### The task
Send back every record word for word, with nothing missing.

[Saved entries]
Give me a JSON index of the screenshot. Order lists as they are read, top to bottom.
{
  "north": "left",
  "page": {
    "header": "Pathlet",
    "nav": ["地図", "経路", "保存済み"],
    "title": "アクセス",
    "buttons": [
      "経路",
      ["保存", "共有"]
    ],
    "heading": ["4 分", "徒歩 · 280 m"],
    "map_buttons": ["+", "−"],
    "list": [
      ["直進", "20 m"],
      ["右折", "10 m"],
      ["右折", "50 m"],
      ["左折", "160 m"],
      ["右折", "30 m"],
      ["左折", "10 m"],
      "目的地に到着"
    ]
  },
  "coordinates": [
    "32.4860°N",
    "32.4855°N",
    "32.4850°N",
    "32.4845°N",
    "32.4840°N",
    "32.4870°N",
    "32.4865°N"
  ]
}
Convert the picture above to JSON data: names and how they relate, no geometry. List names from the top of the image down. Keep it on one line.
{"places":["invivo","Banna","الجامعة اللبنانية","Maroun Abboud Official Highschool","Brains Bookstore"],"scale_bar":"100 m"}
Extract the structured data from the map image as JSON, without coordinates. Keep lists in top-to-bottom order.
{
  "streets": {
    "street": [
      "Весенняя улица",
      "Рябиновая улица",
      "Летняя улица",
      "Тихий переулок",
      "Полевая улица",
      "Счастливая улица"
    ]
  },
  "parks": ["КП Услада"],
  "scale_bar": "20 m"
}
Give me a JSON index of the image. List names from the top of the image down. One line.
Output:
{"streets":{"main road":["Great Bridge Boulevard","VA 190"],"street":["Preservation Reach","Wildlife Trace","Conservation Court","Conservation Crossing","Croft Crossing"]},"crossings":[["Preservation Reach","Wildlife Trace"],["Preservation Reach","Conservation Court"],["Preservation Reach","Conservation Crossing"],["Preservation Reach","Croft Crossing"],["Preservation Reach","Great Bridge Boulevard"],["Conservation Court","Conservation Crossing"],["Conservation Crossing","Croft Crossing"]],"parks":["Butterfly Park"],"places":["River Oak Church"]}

### Exercise output
Give me a JSON index of the screenshot. Order lists as they are read, top to bottom.
{
  "north": "left",
  "page": {
    "header": "Pathlet",
    "nav": ["地図", "経路", "保存済み"],
    "title": "アクセス",
    "buttons": [
      "経路",
      ["保存", "共有"]
    ],
    "heading": ["4 分", "徒歩 · 280 m"],
    "map_buttons": ["+", "−"],
    "list": [
      ["直進", "20 m"],
      ["右折", "10 m"],
      ["右折", "50 m"],
      ["左折", "160 m"],
      ["右折", "30 m"],
      ["左折", "10 m"],
      "目的地に到着"
    ]
  },
  "coordinates": [
    "32.4860°N",
    "32.4855°N",
    "32.4850°N",
    "32.4845°N",
    "32.4840°N",
    "32.4870°N",
    "32.4865°N"
  ]
}
Convert the picture above to JSON data: names and how they relate, no geometry. List names from the top of the image down. Keep it on one line.
{"places":["invivo","Banna","الجامعة اللبنانية","Maroun Abboud Official Highschool","Brains Bookstore"],"scale_bar":"100 m"}
Extract the structured data from the map image as JSON, without coordinates. Keep lists in top-to-bottom order.
{
  "streets": {
    "street": [
      "Весенняя улица",
      "Рябиновая улица",
      "Летняя улица",
      "Тихий переулок",
      "Полевая улица",
      "Счастливая улица"
    ]
  },
  "parks": ["КП Услада"],
  "scale_bar": "20 m"
}
Give me a JSON index of the image. List names from the top of the image down. One line.
Output:
{"streets":{"main road":["Great Bridge Boulevard","VA 190"],"street":["Preservation Reach","Wildlife Trace","Conservation Court","Conservation Crossing","Croft Crossing"]},"crossings":[["Preservation Reach","Wildlife Trace"],["Preservation Reach","Conservation Court"],["Preservation Reach","Conservation Crossing"],["Preservation Reach","Croft Crossing"],["Preservation Reach","Great Bridge Boulevard"],["Conservation Court","Conservation Crossing"],["Conservation Crossing","Croft Crossing"]],"parks":["Butterfly Park"],"places":["River Oak Church"]}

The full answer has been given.